## Work task
Restate the data that follows exactly as it stands, beginning with the first line and ending with the line that contains "Map reading. Build".

(Records from a data collection)
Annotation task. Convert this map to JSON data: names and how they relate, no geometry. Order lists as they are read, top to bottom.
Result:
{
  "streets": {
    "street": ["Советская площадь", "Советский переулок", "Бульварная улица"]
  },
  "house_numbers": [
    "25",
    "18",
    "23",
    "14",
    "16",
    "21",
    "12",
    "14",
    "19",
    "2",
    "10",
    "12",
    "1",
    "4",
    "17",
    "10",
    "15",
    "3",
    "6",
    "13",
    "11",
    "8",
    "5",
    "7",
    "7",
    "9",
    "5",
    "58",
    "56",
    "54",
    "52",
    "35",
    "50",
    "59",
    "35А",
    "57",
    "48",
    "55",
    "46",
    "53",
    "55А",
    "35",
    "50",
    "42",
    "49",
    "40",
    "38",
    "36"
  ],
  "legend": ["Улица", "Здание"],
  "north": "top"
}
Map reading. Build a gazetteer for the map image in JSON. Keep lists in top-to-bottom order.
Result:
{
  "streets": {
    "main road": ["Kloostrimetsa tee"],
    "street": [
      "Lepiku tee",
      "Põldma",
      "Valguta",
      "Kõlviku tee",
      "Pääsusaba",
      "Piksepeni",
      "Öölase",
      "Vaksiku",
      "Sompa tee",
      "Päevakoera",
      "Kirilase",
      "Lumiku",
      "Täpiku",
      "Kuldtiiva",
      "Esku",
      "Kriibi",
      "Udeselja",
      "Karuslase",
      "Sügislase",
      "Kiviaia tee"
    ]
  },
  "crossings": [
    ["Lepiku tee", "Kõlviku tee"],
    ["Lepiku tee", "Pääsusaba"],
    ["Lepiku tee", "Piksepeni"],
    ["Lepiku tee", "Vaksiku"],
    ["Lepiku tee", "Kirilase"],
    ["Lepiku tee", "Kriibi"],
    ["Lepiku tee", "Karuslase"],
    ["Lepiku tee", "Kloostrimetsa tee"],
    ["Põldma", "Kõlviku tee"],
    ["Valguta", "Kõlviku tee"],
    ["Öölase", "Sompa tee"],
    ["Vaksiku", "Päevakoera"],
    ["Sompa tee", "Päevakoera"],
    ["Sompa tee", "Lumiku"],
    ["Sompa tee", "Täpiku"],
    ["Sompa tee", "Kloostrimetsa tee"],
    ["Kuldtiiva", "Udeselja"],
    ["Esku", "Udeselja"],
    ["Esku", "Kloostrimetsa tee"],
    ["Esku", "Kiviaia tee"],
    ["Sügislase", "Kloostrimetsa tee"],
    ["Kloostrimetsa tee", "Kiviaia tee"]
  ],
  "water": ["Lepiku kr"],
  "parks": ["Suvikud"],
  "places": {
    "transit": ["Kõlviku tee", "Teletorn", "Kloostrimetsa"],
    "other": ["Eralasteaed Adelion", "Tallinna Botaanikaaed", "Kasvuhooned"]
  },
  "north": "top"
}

## Solution below
Annotation task. Convert this map to JSON data: names and how they relate, no geometry. Order lists as they are read, top to bottom.
Result:
{
  "streets": {
    "street": ["Советская площадь", "Советский переулок", "Бульварная улица"]
  },
  "house_numbers": [
    "25",
    "18",
    "23",
    "14",
    "16",
    "21",
    "12",
    "14",
    "19",
    "2",
    "10",
    "12",
    "1",
    "4",
    "17",
    "10",
    "15",
    "3",
    "6",
    "13",
    "11",
    "8",
    "5",
    "7",
    "7",
    "9",
    "5",
    "58",
    "56",
    "54",
    "52",
    "35",
    "50",
    "59",
    "35А",
    "57",
    "48",
    "55",
    "46",
    "53",
    "55А",
    "35",
    "50",
    "42",
    "49",
    "40",
    "38",
    "36"
  ],
  "legend": ["Улица", "Здание"],
  "north": "top"
}
Map reading. Build a gazetteer for the map image in JSON. Keep lists in top-to-bottom order.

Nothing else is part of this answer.